O Eixo Atlântico já elaborou estudos sobre os traçados do caminho em Portugal (não se ficando, sequer, pelos territórios dos municípios que representa) e sobre a viabilidade de uma candidatura destes a Património Cultural da Humanidade. Neste último, a conclusão a que chegaram é que o caminho português (nas suas variantes da Costa, Central e do Interior), deveria ser integrado na classificação já atribuída ao Caminho Francês, em Espanha, seguindo aquilo que a UNESCO tem vindo a fazer com patrimónios comuns a espaços geográficos distintos.
Quem gere?
Outra questão fundamental para o sucesso de uma candidatura à UNESCO, e mesmo para a sua credibilização perante as entidades que em Espanha gerem o património ligado aos Caminhos de Santiago, é a existência de uma entidade que chame a si a gestão deste bem. “Nenhum bem pode ser candidatado à Lista do Património Mundial da UNESCO sem a indicação, pelo estado membro de qual é a sua Entidade Gestora. Reproduzindo o texto da Convenção do Património Mundial, podemos, a partir da fonte, compreender a responsabilidade que compete aos estados parte na protecção e valorização dos bens incluídos na Lista”, recordava Rui Ramos Loza no Estudo de Viabilidade da Candidatura à UNESCO do Caminho Português de Santiago, publicado em 2015.

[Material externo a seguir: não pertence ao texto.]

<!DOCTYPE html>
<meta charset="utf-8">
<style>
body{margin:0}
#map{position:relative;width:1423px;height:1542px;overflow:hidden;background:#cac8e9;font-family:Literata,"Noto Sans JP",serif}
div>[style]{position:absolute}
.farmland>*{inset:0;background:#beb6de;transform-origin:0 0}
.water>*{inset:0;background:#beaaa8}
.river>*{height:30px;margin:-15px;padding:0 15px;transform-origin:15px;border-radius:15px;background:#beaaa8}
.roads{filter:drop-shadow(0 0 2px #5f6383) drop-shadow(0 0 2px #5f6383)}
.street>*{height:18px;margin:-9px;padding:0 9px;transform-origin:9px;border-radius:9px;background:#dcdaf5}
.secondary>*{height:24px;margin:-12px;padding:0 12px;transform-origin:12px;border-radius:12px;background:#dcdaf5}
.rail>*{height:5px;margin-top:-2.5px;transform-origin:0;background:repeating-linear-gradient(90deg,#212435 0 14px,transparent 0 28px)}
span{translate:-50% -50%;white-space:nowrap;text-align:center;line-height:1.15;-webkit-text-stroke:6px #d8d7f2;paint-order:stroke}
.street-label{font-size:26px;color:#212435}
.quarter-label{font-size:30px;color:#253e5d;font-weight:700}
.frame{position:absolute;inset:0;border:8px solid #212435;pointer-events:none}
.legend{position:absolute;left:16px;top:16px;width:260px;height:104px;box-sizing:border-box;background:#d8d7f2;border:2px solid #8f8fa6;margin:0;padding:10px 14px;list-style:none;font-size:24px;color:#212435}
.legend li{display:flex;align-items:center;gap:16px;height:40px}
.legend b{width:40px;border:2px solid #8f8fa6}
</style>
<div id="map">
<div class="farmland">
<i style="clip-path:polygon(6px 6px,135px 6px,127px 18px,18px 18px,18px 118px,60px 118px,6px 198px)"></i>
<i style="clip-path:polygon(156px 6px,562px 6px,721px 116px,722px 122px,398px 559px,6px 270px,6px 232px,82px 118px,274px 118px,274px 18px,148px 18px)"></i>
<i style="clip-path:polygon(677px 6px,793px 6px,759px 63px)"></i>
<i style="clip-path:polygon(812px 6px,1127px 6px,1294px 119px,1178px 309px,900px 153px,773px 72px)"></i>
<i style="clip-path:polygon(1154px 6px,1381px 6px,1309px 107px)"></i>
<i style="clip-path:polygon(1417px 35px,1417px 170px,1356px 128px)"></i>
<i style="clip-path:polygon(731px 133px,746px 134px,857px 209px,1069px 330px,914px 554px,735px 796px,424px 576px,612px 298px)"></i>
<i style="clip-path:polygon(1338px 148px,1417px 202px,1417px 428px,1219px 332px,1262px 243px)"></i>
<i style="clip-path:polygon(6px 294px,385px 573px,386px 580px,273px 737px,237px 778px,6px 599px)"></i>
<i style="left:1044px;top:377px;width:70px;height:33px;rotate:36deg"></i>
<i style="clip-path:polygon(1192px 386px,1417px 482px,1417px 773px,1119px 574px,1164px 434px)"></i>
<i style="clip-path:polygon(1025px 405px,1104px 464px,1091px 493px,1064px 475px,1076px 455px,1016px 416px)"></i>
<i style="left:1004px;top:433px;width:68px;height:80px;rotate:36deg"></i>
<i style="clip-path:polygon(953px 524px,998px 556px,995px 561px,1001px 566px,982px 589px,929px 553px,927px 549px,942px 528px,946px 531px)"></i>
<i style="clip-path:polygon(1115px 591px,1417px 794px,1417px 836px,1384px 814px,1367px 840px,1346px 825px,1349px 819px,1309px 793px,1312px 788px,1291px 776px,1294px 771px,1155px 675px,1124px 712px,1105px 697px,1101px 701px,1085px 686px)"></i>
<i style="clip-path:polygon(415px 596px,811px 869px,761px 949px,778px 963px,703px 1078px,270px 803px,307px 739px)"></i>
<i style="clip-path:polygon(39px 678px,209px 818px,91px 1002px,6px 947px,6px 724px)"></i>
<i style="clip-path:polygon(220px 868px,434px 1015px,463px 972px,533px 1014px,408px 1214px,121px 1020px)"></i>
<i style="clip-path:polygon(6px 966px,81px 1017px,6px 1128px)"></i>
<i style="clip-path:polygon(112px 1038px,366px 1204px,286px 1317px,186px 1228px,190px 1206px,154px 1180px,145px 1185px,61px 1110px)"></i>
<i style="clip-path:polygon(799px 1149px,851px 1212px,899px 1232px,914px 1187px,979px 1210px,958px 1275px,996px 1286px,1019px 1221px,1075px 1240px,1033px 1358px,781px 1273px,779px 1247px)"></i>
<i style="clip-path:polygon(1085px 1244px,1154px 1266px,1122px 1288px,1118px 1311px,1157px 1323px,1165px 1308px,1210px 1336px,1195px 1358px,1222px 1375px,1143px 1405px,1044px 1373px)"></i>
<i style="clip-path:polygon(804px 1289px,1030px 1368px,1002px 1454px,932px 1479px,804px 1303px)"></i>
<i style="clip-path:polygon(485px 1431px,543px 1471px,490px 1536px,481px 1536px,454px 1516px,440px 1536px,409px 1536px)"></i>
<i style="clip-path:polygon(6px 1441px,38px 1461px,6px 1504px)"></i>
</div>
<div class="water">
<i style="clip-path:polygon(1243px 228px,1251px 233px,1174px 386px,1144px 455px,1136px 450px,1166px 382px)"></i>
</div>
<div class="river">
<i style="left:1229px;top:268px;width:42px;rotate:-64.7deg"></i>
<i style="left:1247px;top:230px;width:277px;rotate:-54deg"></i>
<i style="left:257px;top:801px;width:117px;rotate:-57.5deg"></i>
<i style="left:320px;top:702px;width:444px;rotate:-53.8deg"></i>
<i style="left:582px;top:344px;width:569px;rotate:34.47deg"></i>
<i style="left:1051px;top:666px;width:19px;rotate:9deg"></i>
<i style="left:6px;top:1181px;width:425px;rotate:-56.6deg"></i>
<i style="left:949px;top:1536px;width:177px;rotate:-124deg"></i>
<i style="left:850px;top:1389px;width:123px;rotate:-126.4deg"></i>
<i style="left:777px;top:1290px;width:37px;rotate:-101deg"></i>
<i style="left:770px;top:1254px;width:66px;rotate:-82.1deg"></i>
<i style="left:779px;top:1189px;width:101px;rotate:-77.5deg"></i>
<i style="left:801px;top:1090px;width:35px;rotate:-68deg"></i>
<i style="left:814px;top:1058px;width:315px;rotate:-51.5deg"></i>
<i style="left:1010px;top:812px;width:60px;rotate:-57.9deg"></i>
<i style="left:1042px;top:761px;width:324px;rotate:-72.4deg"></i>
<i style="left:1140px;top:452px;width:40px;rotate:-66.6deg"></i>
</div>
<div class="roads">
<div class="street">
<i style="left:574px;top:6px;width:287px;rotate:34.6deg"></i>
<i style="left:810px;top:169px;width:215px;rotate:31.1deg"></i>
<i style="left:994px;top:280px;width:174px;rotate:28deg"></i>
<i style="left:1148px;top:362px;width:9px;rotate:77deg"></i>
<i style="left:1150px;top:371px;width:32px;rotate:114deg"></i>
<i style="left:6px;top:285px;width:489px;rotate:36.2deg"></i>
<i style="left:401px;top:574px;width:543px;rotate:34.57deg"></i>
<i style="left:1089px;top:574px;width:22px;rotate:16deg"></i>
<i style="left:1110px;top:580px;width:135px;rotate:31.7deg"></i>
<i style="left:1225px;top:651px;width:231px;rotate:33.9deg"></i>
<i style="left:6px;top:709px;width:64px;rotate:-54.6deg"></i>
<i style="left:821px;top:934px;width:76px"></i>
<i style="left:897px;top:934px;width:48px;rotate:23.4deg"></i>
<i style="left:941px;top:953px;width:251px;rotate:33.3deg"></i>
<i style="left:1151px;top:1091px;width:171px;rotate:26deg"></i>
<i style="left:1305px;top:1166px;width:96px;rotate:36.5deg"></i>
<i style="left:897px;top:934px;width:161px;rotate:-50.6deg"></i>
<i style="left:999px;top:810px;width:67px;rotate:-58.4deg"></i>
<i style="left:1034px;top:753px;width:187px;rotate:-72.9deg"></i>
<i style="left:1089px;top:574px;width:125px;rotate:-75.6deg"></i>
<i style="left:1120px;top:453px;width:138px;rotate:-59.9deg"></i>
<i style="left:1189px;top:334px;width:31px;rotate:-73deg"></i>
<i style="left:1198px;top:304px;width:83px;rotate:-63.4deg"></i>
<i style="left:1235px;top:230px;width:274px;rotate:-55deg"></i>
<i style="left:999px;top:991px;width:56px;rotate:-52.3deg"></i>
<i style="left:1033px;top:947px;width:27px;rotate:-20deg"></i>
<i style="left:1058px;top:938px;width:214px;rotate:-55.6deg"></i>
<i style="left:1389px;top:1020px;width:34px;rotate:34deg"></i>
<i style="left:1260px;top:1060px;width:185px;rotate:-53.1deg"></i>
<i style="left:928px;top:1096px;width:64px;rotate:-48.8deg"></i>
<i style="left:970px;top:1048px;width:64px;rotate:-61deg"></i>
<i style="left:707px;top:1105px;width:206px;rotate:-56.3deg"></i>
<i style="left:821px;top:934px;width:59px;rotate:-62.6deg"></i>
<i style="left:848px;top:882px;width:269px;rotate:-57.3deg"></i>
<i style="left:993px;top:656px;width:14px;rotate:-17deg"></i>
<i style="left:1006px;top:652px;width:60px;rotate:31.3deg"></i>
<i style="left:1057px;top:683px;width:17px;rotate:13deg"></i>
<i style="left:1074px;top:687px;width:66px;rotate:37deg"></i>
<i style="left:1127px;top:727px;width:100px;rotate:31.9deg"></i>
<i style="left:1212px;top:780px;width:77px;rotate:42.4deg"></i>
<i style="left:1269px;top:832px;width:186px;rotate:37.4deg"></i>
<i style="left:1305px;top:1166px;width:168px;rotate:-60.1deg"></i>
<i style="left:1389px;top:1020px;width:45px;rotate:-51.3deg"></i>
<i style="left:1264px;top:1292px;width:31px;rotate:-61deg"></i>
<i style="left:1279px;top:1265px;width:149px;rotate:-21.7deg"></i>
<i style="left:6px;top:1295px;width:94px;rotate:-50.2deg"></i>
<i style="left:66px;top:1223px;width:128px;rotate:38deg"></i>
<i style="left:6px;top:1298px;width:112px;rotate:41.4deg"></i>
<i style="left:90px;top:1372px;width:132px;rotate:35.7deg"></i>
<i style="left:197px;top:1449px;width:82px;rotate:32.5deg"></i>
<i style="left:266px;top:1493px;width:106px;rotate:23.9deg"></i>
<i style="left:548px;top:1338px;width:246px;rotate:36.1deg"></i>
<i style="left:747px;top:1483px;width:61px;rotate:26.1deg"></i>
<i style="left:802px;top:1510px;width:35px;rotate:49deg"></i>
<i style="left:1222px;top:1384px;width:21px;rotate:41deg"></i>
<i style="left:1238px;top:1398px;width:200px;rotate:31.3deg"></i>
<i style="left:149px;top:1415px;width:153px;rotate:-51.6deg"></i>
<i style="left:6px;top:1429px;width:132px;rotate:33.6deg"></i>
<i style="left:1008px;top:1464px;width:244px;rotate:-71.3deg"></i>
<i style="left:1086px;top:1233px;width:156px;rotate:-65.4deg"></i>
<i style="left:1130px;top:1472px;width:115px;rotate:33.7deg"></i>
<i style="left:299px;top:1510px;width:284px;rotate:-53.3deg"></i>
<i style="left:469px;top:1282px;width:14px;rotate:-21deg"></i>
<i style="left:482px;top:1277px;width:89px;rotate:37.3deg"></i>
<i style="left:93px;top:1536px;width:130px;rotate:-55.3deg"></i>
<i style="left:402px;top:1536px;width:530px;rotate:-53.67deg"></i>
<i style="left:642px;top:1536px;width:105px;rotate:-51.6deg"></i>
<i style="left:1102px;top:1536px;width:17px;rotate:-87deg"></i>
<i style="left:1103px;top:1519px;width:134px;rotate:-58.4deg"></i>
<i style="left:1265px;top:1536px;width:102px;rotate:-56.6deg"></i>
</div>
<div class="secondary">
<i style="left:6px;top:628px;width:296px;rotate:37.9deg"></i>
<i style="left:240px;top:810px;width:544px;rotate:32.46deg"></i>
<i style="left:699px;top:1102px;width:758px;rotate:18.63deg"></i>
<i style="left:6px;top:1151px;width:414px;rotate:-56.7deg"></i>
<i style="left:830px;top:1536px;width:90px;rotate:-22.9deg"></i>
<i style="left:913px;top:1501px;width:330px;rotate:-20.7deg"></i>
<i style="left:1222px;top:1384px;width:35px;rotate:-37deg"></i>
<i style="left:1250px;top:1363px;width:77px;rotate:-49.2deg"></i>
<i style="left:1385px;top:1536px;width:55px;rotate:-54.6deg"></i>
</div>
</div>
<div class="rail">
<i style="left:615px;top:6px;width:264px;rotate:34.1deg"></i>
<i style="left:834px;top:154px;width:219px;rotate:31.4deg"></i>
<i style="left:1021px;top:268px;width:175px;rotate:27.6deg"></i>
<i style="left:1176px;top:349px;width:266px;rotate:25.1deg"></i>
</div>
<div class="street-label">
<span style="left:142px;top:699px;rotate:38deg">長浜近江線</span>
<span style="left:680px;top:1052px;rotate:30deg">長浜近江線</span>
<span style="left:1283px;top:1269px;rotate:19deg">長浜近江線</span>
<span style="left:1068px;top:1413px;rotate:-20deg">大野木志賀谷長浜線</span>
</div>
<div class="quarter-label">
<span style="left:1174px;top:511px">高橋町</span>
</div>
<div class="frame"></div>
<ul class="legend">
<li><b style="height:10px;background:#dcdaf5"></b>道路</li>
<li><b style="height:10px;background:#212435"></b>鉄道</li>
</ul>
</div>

Pelo que o PÚBLICO apurou, a legislação que está a ser preparada deverá dar resposta a estas questões, prevendo a instituição de uma entidade gestora dos caminhos em Portugal, com um conselho executivo e um conselho científico, que apoiará o primeiro. O diploma define também o âmbito de actuação desta nova entidade, cuja tarefa principal passa por ajudar, com a certificação, a separar o trigo do joio.
No estudo produzido para o Eixo Atlântico, Rui Ramos Loza assinalava a existência de atritos entre entidades envolvidas na promoção dos caminhos em Portugal que, dado o incremento de peregrinos dos últimos anos, são vistos, a nível local, como um activo turístico apetecível. A dispersão de esforços entre entidades públicas locais, regionais e nacionais, e entre estas e os agentes privados no terreno, dificultam o reconhecimento deste bem cultural por aqueles que o procuram, o que torna mais urgente, nota o secretário-geral do Eixo Atlântico, a existência de uma espécie de comissão interministerial, envolvendo as áreas da Cultura e do património, do Ordenamento do Território, da Economia (turismo) e das Obras Públicas e Transportes, que articule os esforços nacionais para a valorização do Caminho.
“Em 2016, o Caminho Francês gerou 400 milhões de euros de receitas para Espanha. Num ano, é muito dinheiro”, argumenta Xoán Mao, insistindo na ideia de que os países atravessados pelos Caminhos de Santiago consideram-no um “tesouro” cultural, mas também económico. “É preciso não esquecer que ele está muito ligado à formação de uma identidade europeia, foi o primeiro itinerário europeu”, insiste. E, em contraponto, nota que ele tem sido procurado por muitos peregrinos não católicos, ou cristãos sequer, oriundos de países como os Estados Unidos, a Rússia, a China ou o Japão, mercados emissores de turistas que Espanha, como Portugal, tem interesse em explorar, facto que o deixa mais perplexo com a demora na definição de uma estratégia nacional.